Yeah, $2 Sierra Nevada Pale Ales. Most joints you’re lucky to get $2 Miller Lights at happy hour, but Lolita offers up one of the finest mass market brews at an unbeatable price.

Picking from Lolita’s menu would be hard enough on its own, but coupled with a selection of amazing $5 choices made the picking all the harder. Kate was the first to make any sort of decision, stating that we must get the crispy chicken livers from the appetizer menu. I countered this with roasted bone marrow, something I’ve wanted to eat for a while, but had yet to find it on a menu or in my price range. $8 seemed like a fair price for an experiment. While the whole $5 menu was piquing our interest, with two apps ordered we selected only the fried Brussels sprouts. Needing to round out our faux tapas meal with something of substance we agreed on the duck prosciutto pizza.

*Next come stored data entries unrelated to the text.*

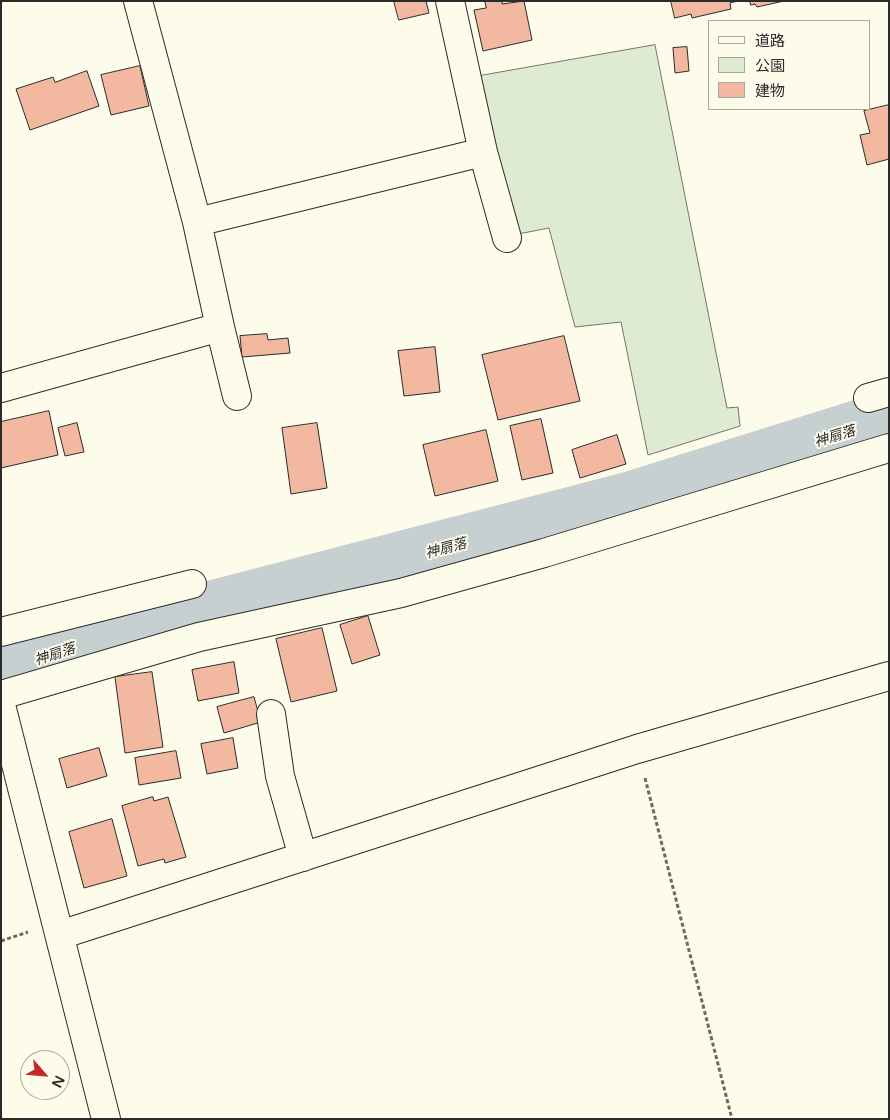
<!DOCTYPE html>
<html>
<head>
<meta charset="utf-8">
<style>
  body { margin:0 }
  #map { position:relative; width:890px; height:1120px; overflow:hidden; background:#fdfbea; font-family:"Varela Round","Noto Sans JP",sans-serif }
  canvas { display:block }
  .frame { position:absolute; inset:0; border:2px solid #2b2b2b; pointer-events:none }
  .legend { position:absolute; left:708px; top:20px; width:162px; height:90px; box-sizing:border-box; background:#fdfbea; border:1px solid #a9a89e; margin:0; padding:6px 9px; list-style:none; font-size:15px; color:#2b2b2b }
  .legend li { display:flex; align-items:center; gap:10px; height:25px }
  .legend b { width:25px; border:1px solid #a9a89e }
  .north { position:absolute; left:20px; top:1050px; width:50px; height:50px; box-sizing:border-box; background:#fdfbea; border:1px solid #a9a89e; border-radius:50%; rotate:117deg; font-size:14px; font-weight:700; line-height:20px; text-align:center; color:#2b2b2b }
  .north::after { content:''; display:block; margin:auto; width:18px; height:22px; background:#c62828; clip-path:polygon(50% 0,100% 100%,50% 72%,0 100%) }
</style>
</head>
<body>
<div id="map">
<canvas width="890" height="1120"></canvas>
<div class="frame"></div>
<ul class="legend">
<li><b style="height:6px;background:#fdfbea"></b>道路</li>
<li><b style="height:14px;background:#deebd1"></b>公園</li>
<li><b style="height:14px;background:#f2b8a0"></b>建物</li>
</ul>
<div class="north">N</div>
</div>
<script>
const ctx = document.querySelector('canvas').getContext('2d');
ctx.lineJoin = 'round';
function fill(path, color) { ctx.fillStyle = color; ctx.fill(path, 'evenodd'); }
function stroke(path, color, width, dash) { ctx.strokeStyle = color; ctx.lineWidth = width; ctx.lineCap = dash ? 'butt' : 'round'; ctx.setLineDash(dash || []); ctx.stroke(path); }
function write(font, color, halo, rows, align = 'center') {
  ctx.font = font + ' "Varela Round","Noto Sans JP",sans-serif'; ctx.lineWidth = 4; ctx.setLineDash([]); ctx.textBaseline = 'middle'; ctx.strokeStyle = halo; ctx.fillStyle = color; for (const [text, x, y, turn = 0] of rows) {
    ctx.save(); ctx.translate(x, y); ctx.rotate((+turn || 0) * Math.PI / 180); ctx.textAlign = isNaN(turn) ? turn : align; if (halo) ctx.strokeText(text, 0, 0); ctx.fillText(text, 0, 0); ctx.restore();
  }
}
const green = new Path2D(`
  M655 45 727 408 738 407 740 426 648 455 621 322 575 327 549 228 513 235 474 77Z`);
fill(green, '#deebd1');
stroke(green, '#74746e', 1);
stroke(new Path2D(`
  M1 674 59 652 186 617 634 500 889 420`), '#c7d0d0', 59);
const building = new Path2D(`
  M394 1H426L429 13 399 20Z
  M485 1H502V4L524 1 532 40 483 51 474 10 486 8Z
  M671 1H738L730 3 731 9 692 18 691 14 675 18Z
  M750 1H784L757 7 755 4 751 5Z
  M687 47 689 71 675 73 673 48Z
  M140 66 149 106 111 115 101 75Z
  M87 71 99 106 30 130 16 89 53 77 55 82Z
  M889 105V159L867 165 860 135 870 133 864 111Z
  M267 334 268 340 288 338 290 353 242 357 240 336Z
  M564 336 580 401 498 420 482 355Z
  M435 347 440 392 404 396 398 351Z
  M49 411 58 455 1 468V422Z
  M541 419 553 473 522 480 510 426Z
  M77 423 84 452 65 456 58 428Z
  M317 423 327 488 291 494 282 428Z
  M486 430 498 481 435 496 423 445Z
  M617 435 626 464 580 478 572 450Z
  M368 616 380 655 352 664 340 625Z
  M322 628 337 691 291 702 276 639Z
  M234 662 239 693 198 701 192 670Z
  M152 672 163 747 125 753 115 677Z
  M254 697 261 722 224 733 217 707Z
  M233 738 238 768 207 774 201 744Z
  M99 748 107 776 67 788 59 759Z
  M176 751 181 778 139 785 135 758Z
  M153 797 154 801 168 797 186 857 165 863 164 859 138 866 122 806Z
  M112 819 127 876 84 888 69 832Z`);
fill(building, '#f2b8a0');
stroke(building, '#2b2b2b', 1);
const minor = new Path2D(`
  M483 152 507 238
  M197 222 483 152 450 1
  M220 327 237 396
  M1 388 220 327 197 222 138 1
  M868 398 889 392
  M1 632 192 584
  M1 695 199 637 401 593 544 553 889 448
  M1 705 106 1119
  M271 714 280 776 303 857
  M60 935 637 749 889 676`);
stroke(minor, '#2b2b2b', 30);
stroke(new Path2D(`
  M645 778 732 1119
  M1 941 28 932`), '#6a6964', 3, [4, 2.5]);
stroke(minor, '#fdfbea', 28);
write('italic 14px', '#2b2b2b', '#fdfbea', [
  ["神扇落",835,437,-17],
  ["神扇落",446,549,-15],
  ["神扇落",55,655,-18]
]);
</script>
</body>
</html>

Business was booming for 10:30-11:00 on a Friday so we sipped Sierra Nevadas and caught up. I’m not entirely sure how much time had passed but was pleasantly surprised when our food arrived. Everything looked and smelled amazing and there was little hesitation before diving in. Having had a long standing issue with the consumption of offal I decided to dive in headfirst with some chicken liver. I’ve tried fowl liver in the past and never had anything pleasant to report about it. With one bite this dish changed my mind. With their outsides perfectly fried and crispy I was surprised when the insides all but melted in my mouth. The last time I tried liver I remember it tasting extremely metallic, but these were robust and meaty, a strong flavor that was certainly chicken at heart but approached beefiness in its power and weight. The livers were served on a bed of some of the creamiest, delicate polenta I’ve ever crossed fork with and garnished with bacon and mushrooms. Easily one of the best things I’ll eat this year.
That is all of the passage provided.